In JoonsukPark/RHybrid: Rhybrid

$\texttt{hybridpower}$ is an R package that implements the idea of Bayesian-classical (BC) hybrid power analysis that was introduced by Pek & Park (2019). Specifically, it allows users to compute the BC hybrid power for popular statistical testing procedures such as t-test and ANOVA. For compatibility purposes, it can also compute classical power, sometimes by performing large numbers of Monte Carlo (MC) simulations. In this document, we provide the technical details about the package, as well as showcasing how to use each submodule.

Note that $\texttt{hybridpower}$ does not compute sample size for a given level of power, contrary to other existing power analysis packages. To obtain a recommended sample size for a target level of power, one can rely on a method such as linear interpolation.

Organization of the package

The package follows the object-oriented paramdigm (OOP). That is, there is a parent class for all the BC hybrid power analysis submodules. The parent class is called HybridPower. Every children class for tests like t-test or sign test inherits HybridPower. This design natually fits the structure of power analysis because every power analysis requires inputs such as sample size, significance level, alternative hypothesis, and so on. Plus, in case of BC hybrid power analysis, prior distributions need to be specified and the power analysis submodules share common types of possible prior distributions such as normal or prior. The user does not need to interact with the parent class, however, and only need to deal with a children class that computes power for a specific testing procedure.

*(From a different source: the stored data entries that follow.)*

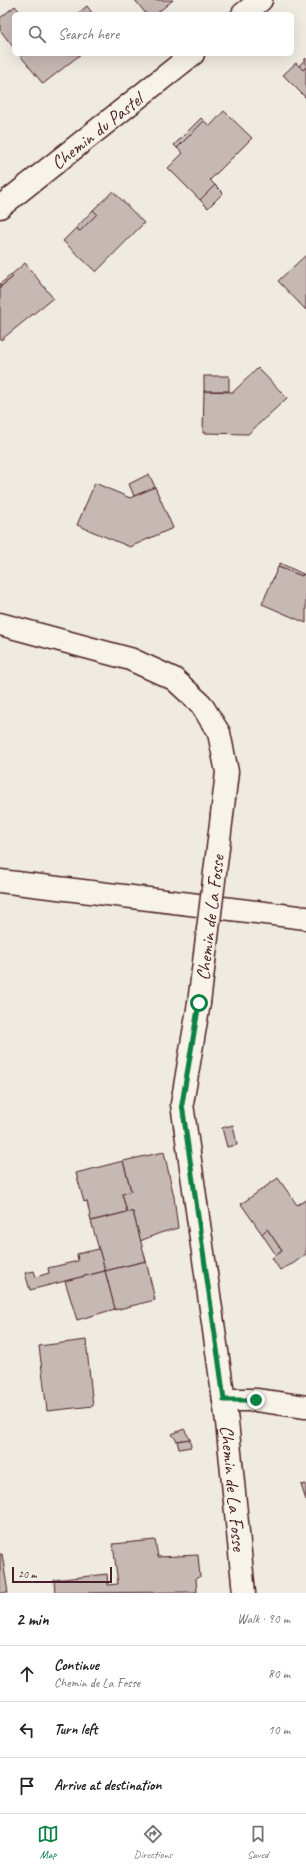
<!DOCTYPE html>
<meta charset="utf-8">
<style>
:root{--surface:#fff;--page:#f2f2f2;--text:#222;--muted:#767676;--line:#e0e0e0;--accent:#0b8043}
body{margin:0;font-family:Caveat,sans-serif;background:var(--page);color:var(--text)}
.scale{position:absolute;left:12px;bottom:10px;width:100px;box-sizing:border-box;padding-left:4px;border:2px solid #4a1f2b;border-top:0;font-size:11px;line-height:14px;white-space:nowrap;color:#4a1f2b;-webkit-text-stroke:3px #f7f3e8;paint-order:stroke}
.stop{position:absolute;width:12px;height:12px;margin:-9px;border:3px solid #0b8043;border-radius:50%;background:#fff}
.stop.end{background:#0b8043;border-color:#fff;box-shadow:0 1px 4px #0008}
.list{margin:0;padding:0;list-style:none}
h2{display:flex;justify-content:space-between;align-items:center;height:52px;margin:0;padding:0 16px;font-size:17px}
h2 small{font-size:13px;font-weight:400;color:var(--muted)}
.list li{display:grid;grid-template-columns:26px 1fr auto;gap:12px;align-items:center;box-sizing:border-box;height:56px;padding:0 16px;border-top:1px solid var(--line)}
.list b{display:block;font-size:15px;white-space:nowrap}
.list p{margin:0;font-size:13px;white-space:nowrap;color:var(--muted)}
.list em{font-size:13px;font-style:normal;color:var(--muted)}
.icon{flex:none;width:22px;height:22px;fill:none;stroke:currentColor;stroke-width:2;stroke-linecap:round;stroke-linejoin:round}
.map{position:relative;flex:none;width:306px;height:1593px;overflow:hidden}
.search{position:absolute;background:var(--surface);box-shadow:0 4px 16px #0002;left:12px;right:12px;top:12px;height:44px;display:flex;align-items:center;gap:10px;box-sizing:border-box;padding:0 14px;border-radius:6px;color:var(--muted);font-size:15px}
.sheet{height:220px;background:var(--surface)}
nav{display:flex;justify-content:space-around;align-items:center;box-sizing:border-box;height:56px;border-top:1px solid var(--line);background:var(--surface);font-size:11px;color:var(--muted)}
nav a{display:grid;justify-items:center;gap:2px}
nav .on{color:var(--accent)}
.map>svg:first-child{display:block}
.building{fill:#c6b8b3;stroke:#4a1f2b}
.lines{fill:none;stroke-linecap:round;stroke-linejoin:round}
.minor-casing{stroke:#4a1f2b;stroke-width:25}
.major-casing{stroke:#4a1f2b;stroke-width:25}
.minor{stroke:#f7f3e8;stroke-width:22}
.major{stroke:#f7f3e8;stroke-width:22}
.minor-bridge-casing{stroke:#4a1f2b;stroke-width:25;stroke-linecap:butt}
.minor-bridge{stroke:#f7f3e8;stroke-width:22}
.route{stroke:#0b8043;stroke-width:5}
.labels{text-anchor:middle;stroke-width:3;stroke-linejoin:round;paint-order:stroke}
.street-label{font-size:19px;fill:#4a1f2b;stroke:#f7f3e8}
</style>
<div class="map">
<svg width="306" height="1593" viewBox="0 0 306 1593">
<rect width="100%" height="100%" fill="#f0ebe0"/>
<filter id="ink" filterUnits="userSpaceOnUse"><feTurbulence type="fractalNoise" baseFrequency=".025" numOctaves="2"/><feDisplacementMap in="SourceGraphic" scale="8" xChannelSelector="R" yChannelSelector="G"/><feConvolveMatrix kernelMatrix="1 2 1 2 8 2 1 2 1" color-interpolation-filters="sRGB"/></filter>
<g filter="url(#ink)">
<!-- building -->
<g class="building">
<polygon points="135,0 173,0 156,14 146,14"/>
<polygon points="15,6 22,14 14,14 14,48 0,30 0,18"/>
<polygon points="87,6 93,14 77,14"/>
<polygon points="19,54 81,54 43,84"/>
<polygon points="306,58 306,67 303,70 299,66"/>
<polygon points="296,63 303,70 306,67 306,98 283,75"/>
<polygon points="224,111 252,138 210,180 215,185 200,200 168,168 183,153 177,148 204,121 210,126"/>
<polygon points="201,118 204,121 177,148 174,145"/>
<polygon points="215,185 223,193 208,208 200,200"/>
<polygon points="113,191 144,223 96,272 63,241 76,228 80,231 97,214 93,210"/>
<polygon points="93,210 97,214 80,231 76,228"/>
<polygon points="306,255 306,310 278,281"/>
<polygon points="25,263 53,298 1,340 0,338 0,287 13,277 11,275"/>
<polygon points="11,275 13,277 0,287 0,284"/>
<polygon points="258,368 287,398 248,434 203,433 204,391 233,392"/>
<rect x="204" y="376" width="25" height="15"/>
<polygon points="149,474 155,487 134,496 129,484"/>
<polygon points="95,483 130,498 155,487 173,528 130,547 77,525"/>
<polygon points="280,563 303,574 302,576 278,567"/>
<polygon points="278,567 302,576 303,574 306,575 306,623 262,604"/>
<polygon points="233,1125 237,1145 227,1147 222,1128"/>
<polygon points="164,1152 174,1197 178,1228 160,1233 140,1241 133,1212 127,1212 122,1194 131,1191 123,1161"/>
<polygon points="123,1161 131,1191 122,1194 127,1212 91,1221 87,1201 84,1202 76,1173"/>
<polygon points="278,1178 297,1205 306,1200 306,1254 294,1263 280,1270 272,1258 282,1251 267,1229 262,1234 241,1204"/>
<polygon points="127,1212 133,1212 146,1261 105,1271 91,1221"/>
<polygon points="267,1229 282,1251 276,1255 262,1234"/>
<polygon points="99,1249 105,1271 30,1290 25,1273 34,1271 36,1277 49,1273 48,1268 78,1261 77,1254"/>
<polygon points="146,1261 155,1300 115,1310 105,1271"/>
<polygon points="105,1271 115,1309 77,1320 65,1281"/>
<polygon points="86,1340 93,1406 47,1411 39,1346"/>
<polygon points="184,1429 190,1439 177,1441 172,1434"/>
<polygon points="190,1439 191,1447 179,1449 177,1441"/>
<polygon points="306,1484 306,1500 301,1485"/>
<polygon points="155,1540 158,1557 198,1555 200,1577 196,1578 197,1592 55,1593 54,1580 107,1574 108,1585 118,1584 113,1544"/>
<polygon points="0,1554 2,1554 8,1593 0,1593"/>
</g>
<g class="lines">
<defs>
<g id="minor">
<polyline points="243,14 261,0"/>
<path id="s1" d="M0,207L193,54"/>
<polyline points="0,624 130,659 174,679 201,704 219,733 227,772 222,815"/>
<path id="s2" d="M199,1003L182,1104L227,1422L244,1593"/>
<polyline points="224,1400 256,1400 306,1407"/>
</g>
<polyline id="major" points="0,881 306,918"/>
</defs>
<!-- minor casing -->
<use href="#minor" class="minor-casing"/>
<!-- major casing -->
<use href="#major" class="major-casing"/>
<!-- minor -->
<use href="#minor" class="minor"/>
<!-- major -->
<use href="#major" class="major"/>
<defs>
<g id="minor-bridge">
<path id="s3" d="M199,1003L222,815"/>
</g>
</defs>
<!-- minor-bridge casing -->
<use href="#minor-bridge" class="minor-bridge-casing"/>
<!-- minor-bridge -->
<use href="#minor-bridge" class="minor-bridge"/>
</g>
</g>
<g class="lines" filter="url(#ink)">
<!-- route -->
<polyline class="route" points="199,1003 182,1104 220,1370 224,1400 256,1400"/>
</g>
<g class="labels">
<!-- street labels -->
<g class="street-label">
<text dy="7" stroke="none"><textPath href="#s1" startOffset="123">Chemin du Pastel</textPath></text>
<text dy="7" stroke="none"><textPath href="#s3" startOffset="86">Chemin de La Fosse</textPath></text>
<text dy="7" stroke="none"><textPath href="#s2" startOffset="490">Chemin de La Fosse</textPath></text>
</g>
</g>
</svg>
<div class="scale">20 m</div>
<div class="stop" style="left:199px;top:1003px"></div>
<div class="stop end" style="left:256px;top:1400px"></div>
<div class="search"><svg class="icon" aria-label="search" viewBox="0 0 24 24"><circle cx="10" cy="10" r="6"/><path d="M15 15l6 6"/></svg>Search here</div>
</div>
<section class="sheet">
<h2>2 min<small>Walk · 90 m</small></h2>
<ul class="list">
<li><svg class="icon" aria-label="ahead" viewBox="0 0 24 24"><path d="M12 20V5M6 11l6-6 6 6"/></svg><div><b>Continue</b><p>Chemin de La Fosse</p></div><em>80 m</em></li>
<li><svg class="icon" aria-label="left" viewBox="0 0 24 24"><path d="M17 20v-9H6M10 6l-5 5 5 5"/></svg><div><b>Turn left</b></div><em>10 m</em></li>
<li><svg class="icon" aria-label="arrive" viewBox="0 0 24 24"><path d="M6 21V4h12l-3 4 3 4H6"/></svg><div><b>Arrive at destination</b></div></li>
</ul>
</section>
<nav>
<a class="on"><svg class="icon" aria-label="map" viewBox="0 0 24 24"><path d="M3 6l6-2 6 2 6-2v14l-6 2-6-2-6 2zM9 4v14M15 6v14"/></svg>Map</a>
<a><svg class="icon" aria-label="directions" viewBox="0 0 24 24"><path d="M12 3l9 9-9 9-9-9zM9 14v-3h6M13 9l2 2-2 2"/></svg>Directions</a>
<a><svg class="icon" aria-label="saved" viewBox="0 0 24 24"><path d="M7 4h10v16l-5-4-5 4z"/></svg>Saved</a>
</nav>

Initializing a BC hybrid power analysis instance

Before computing power, one needs to initialize a power analysis instance. Common inputs to the power analysis submodules include sample size, alpha (significance level), effect size, and the alternative hypothesis if necessary. To compute classical power only, it is not required to provide prior distributions. For example, in case of t-test, the following is a minimal example of doing classical power analysis:

x_classical <- hp_ttest$new(
  ns = seq(10, 90, 10),
  d = 0.5
)
x_classical$classical_power()

The default values of the alternative hypothesis and the significance level are 'two.sided' and 0.05, respectively. One can change this by explicitly providing a value while initializing. Or one can change the values stored in the instances and assign new values to them, for example,

x_classical$d <- 0.1
x_classical$alt <- 'one.sided'
x_classical$alpha <- 0.01

That can be done for other types of classes, too.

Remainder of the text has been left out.